### Requirement
Write out the records that follow exactly. Do not include pictures.
Recorded information below:
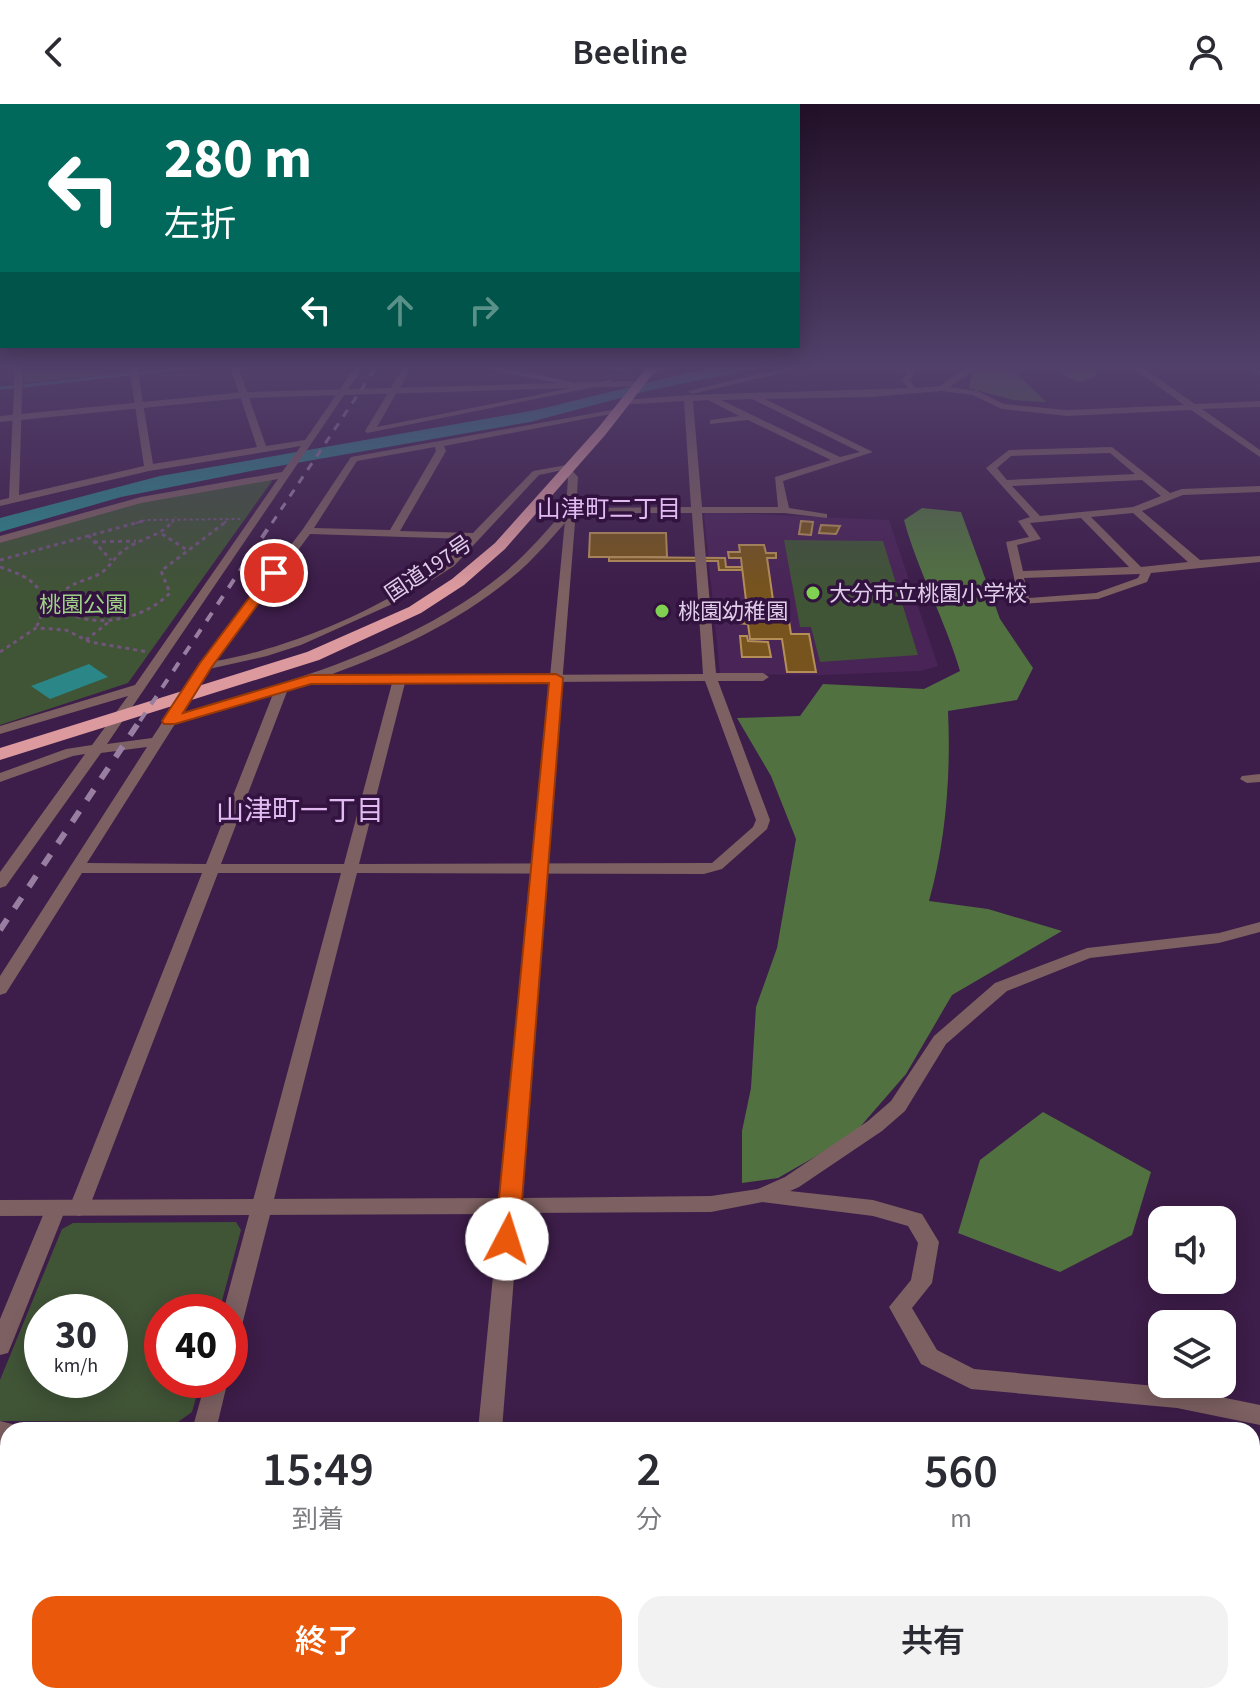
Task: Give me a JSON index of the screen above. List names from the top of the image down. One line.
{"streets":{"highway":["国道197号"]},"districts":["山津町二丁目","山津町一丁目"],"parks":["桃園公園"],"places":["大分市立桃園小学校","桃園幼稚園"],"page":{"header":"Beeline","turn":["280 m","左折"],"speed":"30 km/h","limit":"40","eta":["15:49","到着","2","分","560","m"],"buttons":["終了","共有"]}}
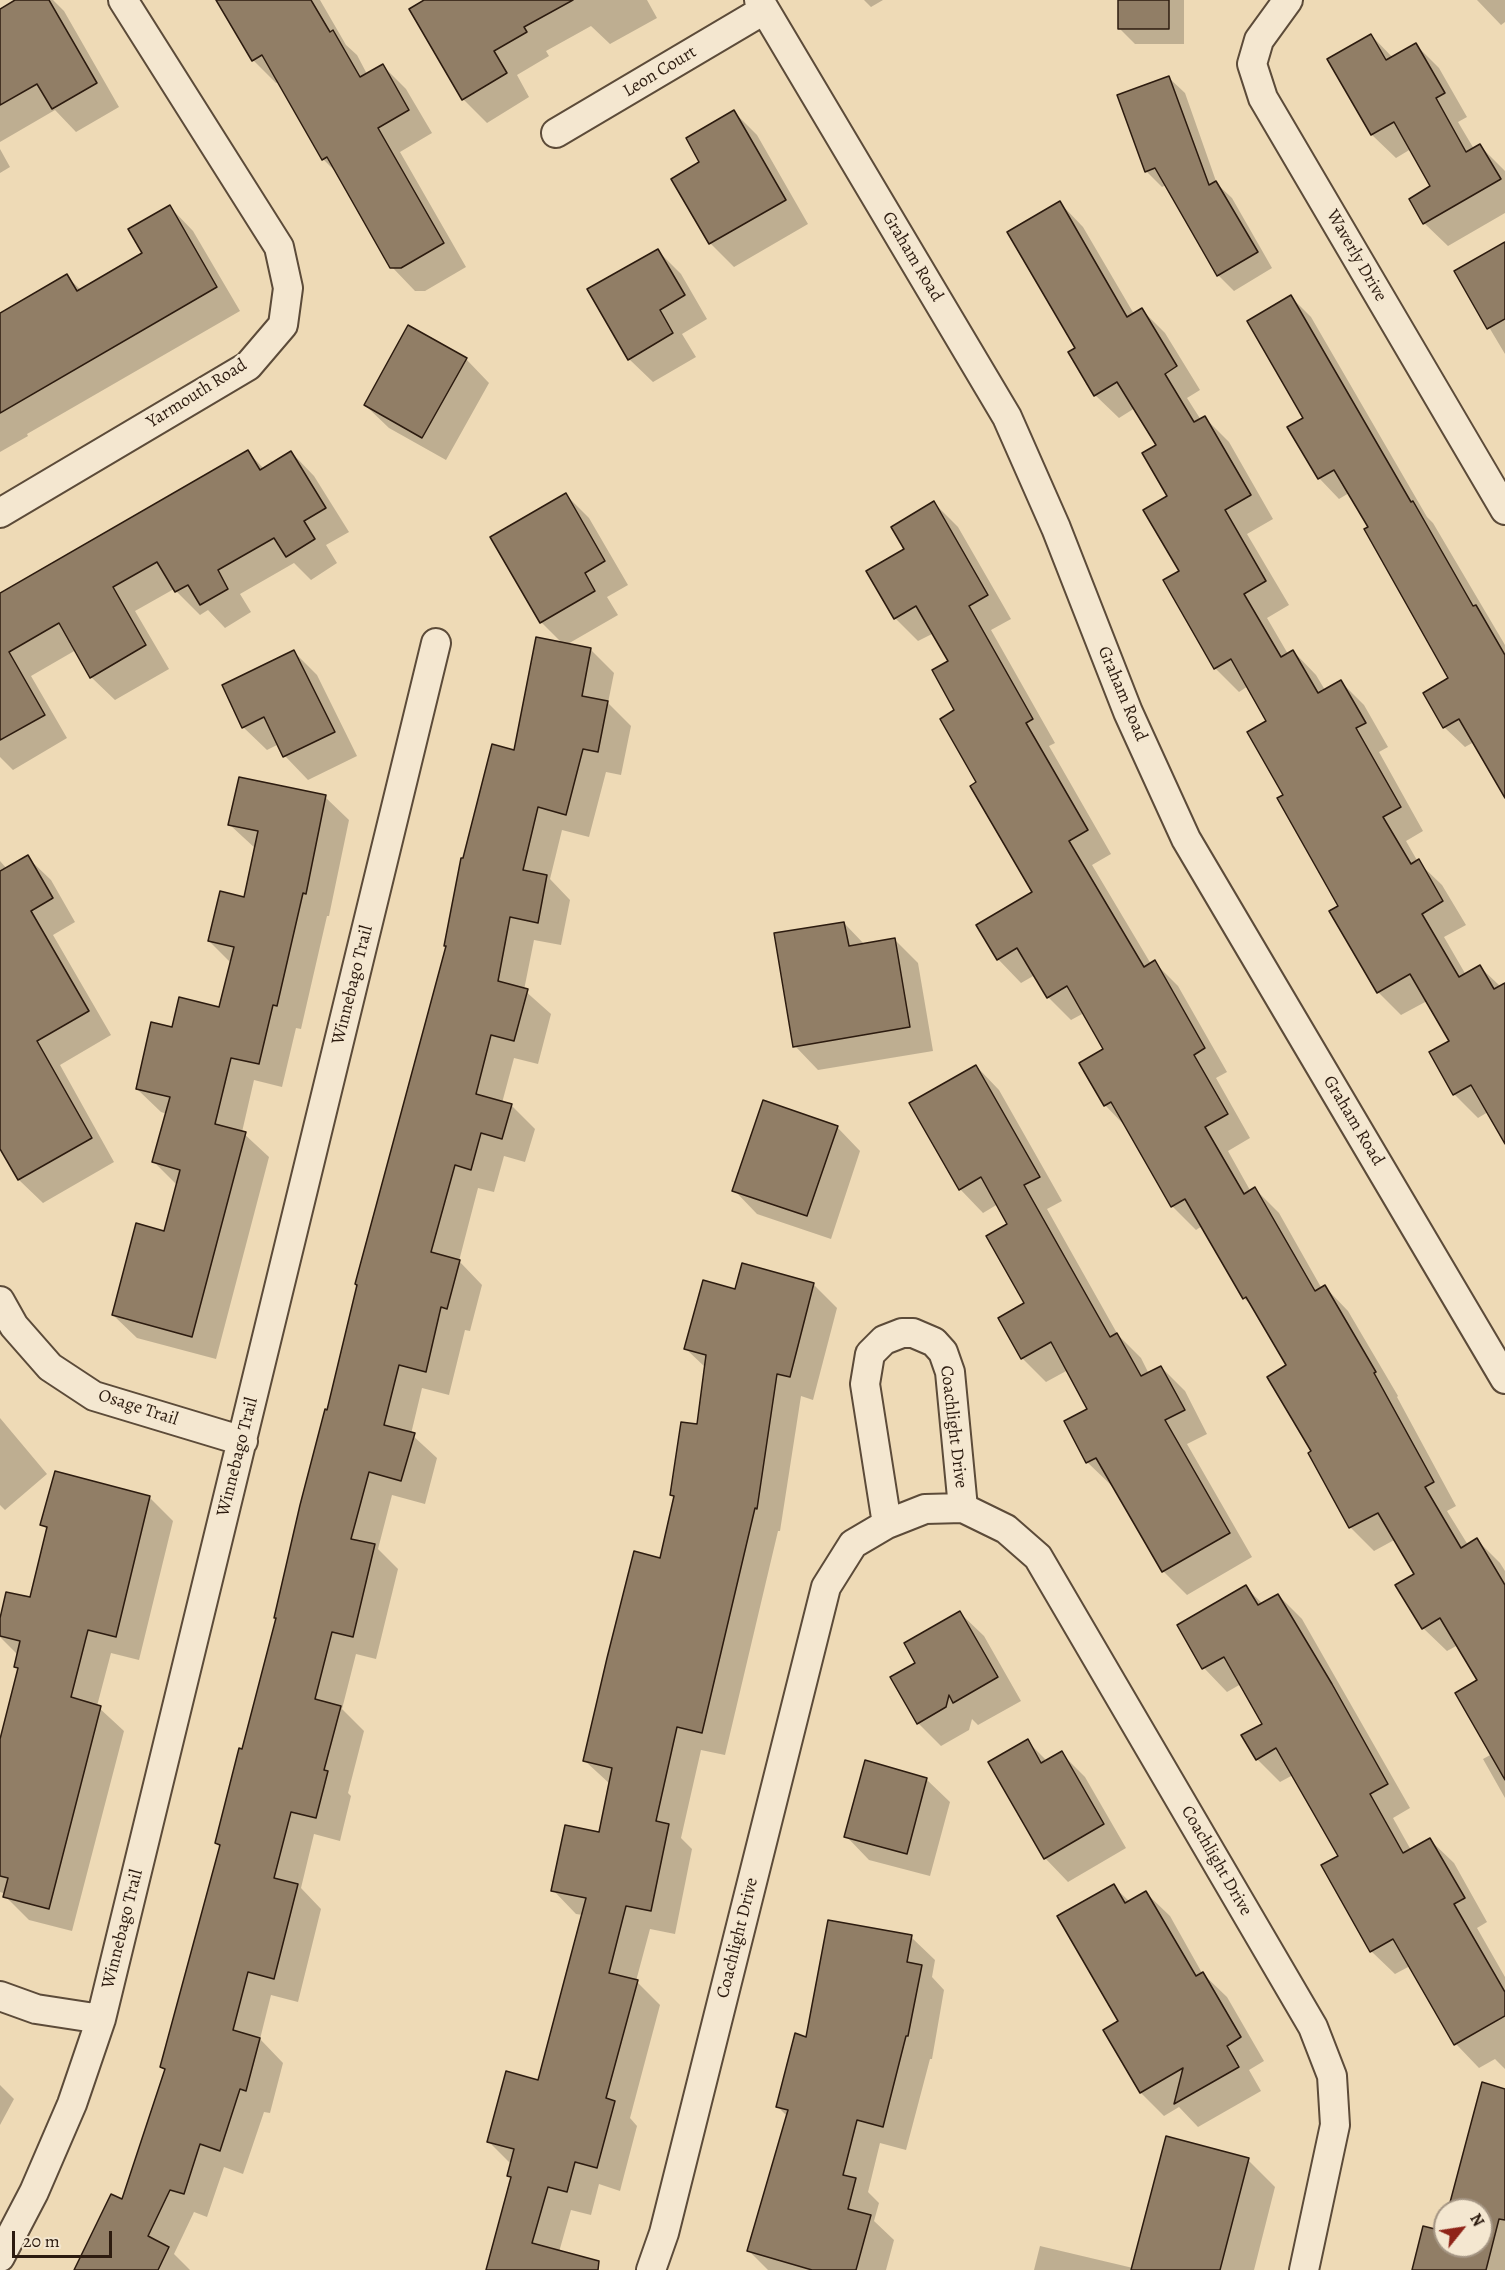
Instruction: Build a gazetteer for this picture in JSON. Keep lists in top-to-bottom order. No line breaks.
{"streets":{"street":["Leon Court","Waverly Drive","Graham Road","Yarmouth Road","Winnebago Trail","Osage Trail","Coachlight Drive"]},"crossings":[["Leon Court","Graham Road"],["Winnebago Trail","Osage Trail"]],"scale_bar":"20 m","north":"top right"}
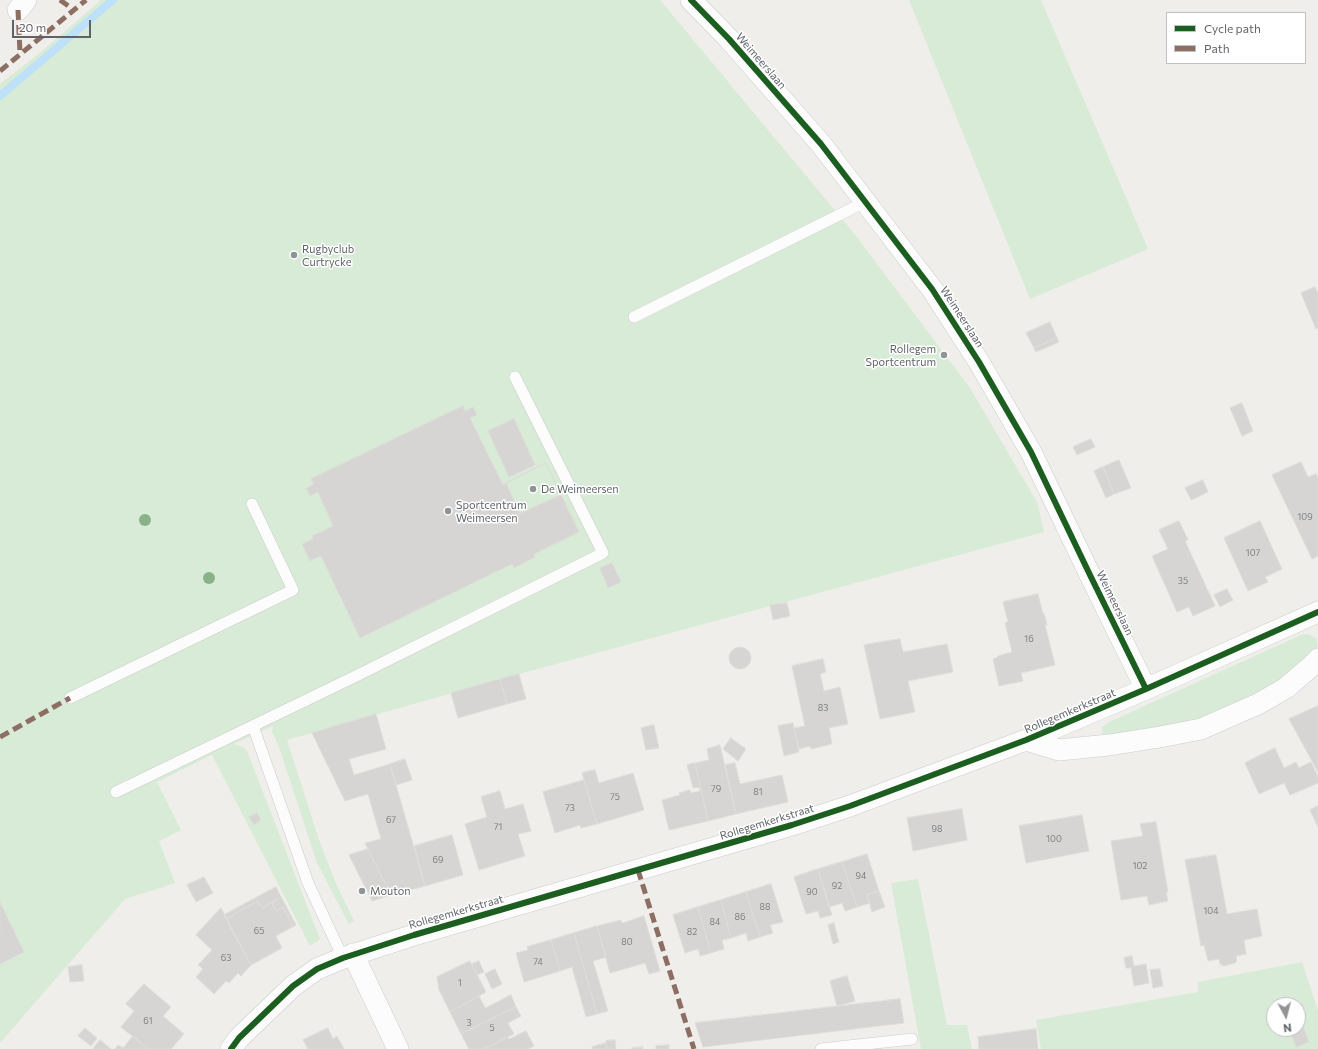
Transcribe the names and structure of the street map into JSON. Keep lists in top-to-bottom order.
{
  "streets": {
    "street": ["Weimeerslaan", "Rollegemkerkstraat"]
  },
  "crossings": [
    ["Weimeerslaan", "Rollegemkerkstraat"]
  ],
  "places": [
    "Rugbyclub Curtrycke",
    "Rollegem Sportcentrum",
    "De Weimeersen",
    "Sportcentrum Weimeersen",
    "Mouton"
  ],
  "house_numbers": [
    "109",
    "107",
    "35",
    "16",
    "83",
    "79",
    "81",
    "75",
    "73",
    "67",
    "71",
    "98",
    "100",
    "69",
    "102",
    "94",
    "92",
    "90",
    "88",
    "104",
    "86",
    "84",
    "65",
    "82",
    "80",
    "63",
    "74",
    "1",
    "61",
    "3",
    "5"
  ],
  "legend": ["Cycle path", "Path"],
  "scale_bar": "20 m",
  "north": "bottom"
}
End of Recorded information.
### Answer space
Task: Give me a JSON index of the screen above. List names from the top of the image down. One line.
{"streets":{"highway":["国道197号"]},"districts":["山津町二丁目","山津町一丁目"],"parks":["桃園公園"],"places":["大分市立桃園小学校","桃園幼稚園"],"page":{"header":"Beeline","turn":["280 m","左折"],"speed":"30 km/h","limit":"40","eta":["15:49","到着","2","分","560","m"],"buttons":["終了","共有"]}}
Instruction: Build a gazetteer for this picture in JSON. Keep lists in top-to-bottom order. No line breaks.
{"streets":{"street":["Leon Court","Waverly Drive","Graham Road","Yarmouth Road","Winnebago Trail","Osage Trail","Coachlight Drive"]},"crossings":[["Leon Court","Graham Road"],["Winnebago Trail","Osage Trail"]],"scale_bar":"20 m","north":"top right"}
Transcribe the names and structure of the street map into JSON. Keep lists in top-to-bottom order.
{
  "streets": {
    "street": ["Weimeerslaan", "Rollegemkerkstraat"]
  },
  "crossings": [
    ["Weimeerslaan", "Rollegemkerkstraat"]
  ],
  "places": [
    "Rugbyclub Curtrycke",
    "Rollegem Sportcentrum",
    "De Weimeersen",
    "Sportcentrum Weimeersen",
    "Mouton"
  ],
  "house_numbers": [
    "109",
    "107",
    "35",
    "16",
    "83",
    "79",
    "81",
    "75",
    "73",
    "67",
    "71",
    "98",
    "100",
    "69",
    "102",
    "94",
    "92",
    "90",
    "88",
    "104",
    "86",
    "84",
    "65",
    "82",
    "80",
    "63",
    "74",
    "1",
    "61",
    "3",
    "5"
  ],
  "legend": ["Cycle path", "Path"],
  "scale_bar": "20 m",
  "north": "bottom"
}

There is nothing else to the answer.